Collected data
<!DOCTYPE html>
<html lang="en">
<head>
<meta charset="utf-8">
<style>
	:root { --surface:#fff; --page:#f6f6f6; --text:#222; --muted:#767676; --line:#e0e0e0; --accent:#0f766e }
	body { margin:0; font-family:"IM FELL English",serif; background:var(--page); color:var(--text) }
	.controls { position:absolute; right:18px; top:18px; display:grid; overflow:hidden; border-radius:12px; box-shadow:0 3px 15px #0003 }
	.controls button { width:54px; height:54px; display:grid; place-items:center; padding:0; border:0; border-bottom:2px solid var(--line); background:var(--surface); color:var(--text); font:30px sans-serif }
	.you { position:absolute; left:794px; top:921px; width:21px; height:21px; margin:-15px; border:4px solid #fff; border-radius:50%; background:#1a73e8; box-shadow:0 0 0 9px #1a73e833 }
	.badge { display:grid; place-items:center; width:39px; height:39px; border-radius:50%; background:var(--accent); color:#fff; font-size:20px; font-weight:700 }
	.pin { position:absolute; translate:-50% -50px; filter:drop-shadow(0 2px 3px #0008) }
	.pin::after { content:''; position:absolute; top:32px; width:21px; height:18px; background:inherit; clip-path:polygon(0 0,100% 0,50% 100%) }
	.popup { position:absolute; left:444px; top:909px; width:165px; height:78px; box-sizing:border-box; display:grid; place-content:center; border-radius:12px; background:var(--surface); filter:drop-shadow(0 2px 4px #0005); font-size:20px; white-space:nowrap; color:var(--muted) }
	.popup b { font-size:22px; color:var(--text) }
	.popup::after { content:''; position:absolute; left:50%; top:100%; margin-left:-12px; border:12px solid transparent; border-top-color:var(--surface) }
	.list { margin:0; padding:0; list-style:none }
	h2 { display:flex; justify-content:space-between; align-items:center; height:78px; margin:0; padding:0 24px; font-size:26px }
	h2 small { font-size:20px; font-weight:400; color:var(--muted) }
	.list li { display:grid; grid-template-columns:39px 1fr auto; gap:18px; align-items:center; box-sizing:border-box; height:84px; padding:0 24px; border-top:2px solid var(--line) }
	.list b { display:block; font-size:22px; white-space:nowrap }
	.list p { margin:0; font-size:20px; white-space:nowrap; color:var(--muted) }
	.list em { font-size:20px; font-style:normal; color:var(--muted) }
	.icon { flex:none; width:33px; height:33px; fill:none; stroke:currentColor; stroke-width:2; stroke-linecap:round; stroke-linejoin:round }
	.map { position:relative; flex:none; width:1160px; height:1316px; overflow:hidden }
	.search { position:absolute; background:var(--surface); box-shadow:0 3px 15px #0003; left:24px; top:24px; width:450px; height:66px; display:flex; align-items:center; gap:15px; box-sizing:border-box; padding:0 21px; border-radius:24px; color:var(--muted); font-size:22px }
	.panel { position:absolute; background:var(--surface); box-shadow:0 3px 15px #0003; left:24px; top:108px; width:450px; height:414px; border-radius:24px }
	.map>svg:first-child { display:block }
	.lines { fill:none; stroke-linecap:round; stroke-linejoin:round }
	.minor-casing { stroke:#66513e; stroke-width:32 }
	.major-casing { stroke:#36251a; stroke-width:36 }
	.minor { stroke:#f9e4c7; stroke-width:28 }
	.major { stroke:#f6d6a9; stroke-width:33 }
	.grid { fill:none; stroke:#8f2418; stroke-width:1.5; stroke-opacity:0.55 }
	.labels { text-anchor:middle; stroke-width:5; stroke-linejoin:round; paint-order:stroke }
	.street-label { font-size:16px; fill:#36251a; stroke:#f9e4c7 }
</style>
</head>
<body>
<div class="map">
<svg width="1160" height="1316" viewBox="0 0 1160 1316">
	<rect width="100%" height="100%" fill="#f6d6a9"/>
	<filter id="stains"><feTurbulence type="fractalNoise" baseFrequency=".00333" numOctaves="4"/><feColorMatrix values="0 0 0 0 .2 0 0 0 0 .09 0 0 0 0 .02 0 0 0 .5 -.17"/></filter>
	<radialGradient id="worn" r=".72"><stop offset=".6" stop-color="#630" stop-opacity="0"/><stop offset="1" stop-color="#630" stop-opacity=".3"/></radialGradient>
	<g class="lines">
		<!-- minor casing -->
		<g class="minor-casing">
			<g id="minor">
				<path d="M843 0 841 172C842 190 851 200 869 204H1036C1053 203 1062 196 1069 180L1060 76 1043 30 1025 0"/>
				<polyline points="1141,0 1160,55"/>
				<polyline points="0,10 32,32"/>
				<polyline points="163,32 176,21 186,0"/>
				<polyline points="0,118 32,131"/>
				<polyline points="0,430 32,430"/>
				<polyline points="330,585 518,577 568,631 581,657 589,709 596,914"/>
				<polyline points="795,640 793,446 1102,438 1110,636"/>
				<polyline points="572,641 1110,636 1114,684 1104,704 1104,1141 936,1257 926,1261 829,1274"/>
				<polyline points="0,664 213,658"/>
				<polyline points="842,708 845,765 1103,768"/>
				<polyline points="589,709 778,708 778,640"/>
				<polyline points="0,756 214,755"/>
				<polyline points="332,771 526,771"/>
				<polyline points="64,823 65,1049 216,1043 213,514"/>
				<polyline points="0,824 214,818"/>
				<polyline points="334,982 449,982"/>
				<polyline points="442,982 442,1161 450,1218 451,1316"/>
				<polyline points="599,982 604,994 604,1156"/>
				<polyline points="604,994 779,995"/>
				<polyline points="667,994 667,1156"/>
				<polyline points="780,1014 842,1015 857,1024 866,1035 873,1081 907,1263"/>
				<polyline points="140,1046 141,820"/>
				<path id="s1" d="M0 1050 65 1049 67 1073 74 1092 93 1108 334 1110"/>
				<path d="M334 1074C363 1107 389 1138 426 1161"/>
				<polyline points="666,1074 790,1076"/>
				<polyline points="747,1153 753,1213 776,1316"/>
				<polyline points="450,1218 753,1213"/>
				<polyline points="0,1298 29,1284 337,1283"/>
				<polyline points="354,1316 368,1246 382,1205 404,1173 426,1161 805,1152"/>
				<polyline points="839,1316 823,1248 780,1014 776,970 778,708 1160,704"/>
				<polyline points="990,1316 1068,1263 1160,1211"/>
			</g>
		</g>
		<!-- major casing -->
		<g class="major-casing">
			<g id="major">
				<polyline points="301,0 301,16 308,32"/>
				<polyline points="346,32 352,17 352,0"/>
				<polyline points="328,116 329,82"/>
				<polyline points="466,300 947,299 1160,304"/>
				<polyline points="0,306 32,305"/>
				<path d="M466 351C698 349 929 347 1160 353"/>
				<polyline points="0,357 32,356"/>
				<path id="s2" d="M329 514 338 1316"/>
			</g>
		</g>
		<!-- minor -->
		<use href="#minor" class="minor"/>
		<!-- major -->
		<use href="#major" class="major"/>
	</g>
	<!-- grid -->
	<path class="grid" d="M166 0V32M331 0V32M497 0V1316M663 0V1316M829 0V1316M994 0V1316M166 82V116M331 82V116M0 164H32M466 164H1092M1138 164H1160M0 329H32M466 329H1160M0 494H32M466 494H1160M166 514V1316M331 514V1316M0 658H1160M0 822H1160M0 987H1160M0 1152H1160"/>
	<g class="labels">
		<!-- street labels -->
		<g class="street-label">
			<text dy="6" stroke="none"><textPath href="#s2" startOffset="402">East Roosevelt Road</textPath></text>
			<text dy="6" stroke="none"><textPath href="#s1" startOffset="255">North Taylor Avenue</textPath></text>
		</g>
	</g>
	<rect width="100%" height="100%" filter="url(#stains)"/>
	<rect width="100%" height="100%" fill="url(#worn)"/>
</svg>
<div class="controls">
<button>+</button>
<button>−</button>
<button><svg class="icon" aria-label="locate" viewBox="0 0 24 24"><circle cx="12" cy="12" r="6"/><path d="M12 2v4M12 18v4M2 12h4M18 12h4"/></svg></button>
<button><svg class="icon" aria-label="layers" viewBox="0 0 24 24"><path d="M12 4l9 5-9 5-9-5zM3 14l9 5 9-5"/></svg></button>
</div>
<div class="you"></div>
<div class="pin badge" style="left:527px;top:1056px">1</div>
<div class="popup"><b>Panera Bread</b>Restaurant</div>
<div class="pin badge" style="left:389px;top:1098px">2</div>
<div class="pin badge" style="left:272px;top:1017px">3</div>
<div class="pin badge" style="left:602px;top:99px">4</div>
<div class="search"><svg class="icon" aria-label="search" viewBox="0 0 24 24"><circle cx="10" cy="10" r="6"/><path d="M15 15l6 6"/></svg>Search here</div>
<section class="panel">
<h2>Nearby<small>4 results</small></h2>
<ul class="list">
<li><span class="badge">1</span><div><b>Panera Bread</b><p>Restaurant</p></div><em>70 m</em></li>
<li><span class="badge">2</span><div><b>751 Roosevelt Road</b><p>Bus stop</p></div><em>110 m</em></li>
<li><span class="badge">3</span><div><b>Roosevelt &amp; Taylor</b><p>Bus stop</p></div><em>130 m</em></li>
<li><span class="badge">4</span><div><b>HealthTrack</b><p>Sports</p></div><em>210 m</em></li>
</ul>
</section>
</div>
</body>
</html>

#### Problem:
Above are the records. Print exactly, and only, the lines from the line with "fill:none; stroke:#8f2418; stroke-width:1.5;" to the line with "<!-- minor casing -->", both inclusive.

#### Task solution:
	.grid { fill:none; stroke:#8f2418; stroke-width:1.5; stroke-opacity:0.55 }
	.labels { text-anchor:middle; stroke-width:5; stroke-linejoin:round; paint-order:stroke }
	.street-label { font-size:16px; fill:#36251a; stroke:#f9e4c7 }
</style>
</head>
<body>
<div class="map">
<svg width="1160" height="1316" viewBox="0 0 1160 1316">
	<rect width="100%" height="100%" fill="#f6d6a9"/>
	<filter id="stains"><feTurbulence type="fractalNoise" baseFrequency=".00333" numOctaves="4"/><feColorMatrix values="0 0 0 0 .2 0 0 0 0 .09 0 0 0 0 .02 0 0 0 .5 -.17"/></filter>
	<radialGradient id="worn" r=".72"><stop offset=".6" stop-color="#630" stop-opacity="0"/><stop offset="1" stop-color="#630" stop-opacity=".3"/></radialGradient>
	<g class="lines">
		<!-- minor casing -->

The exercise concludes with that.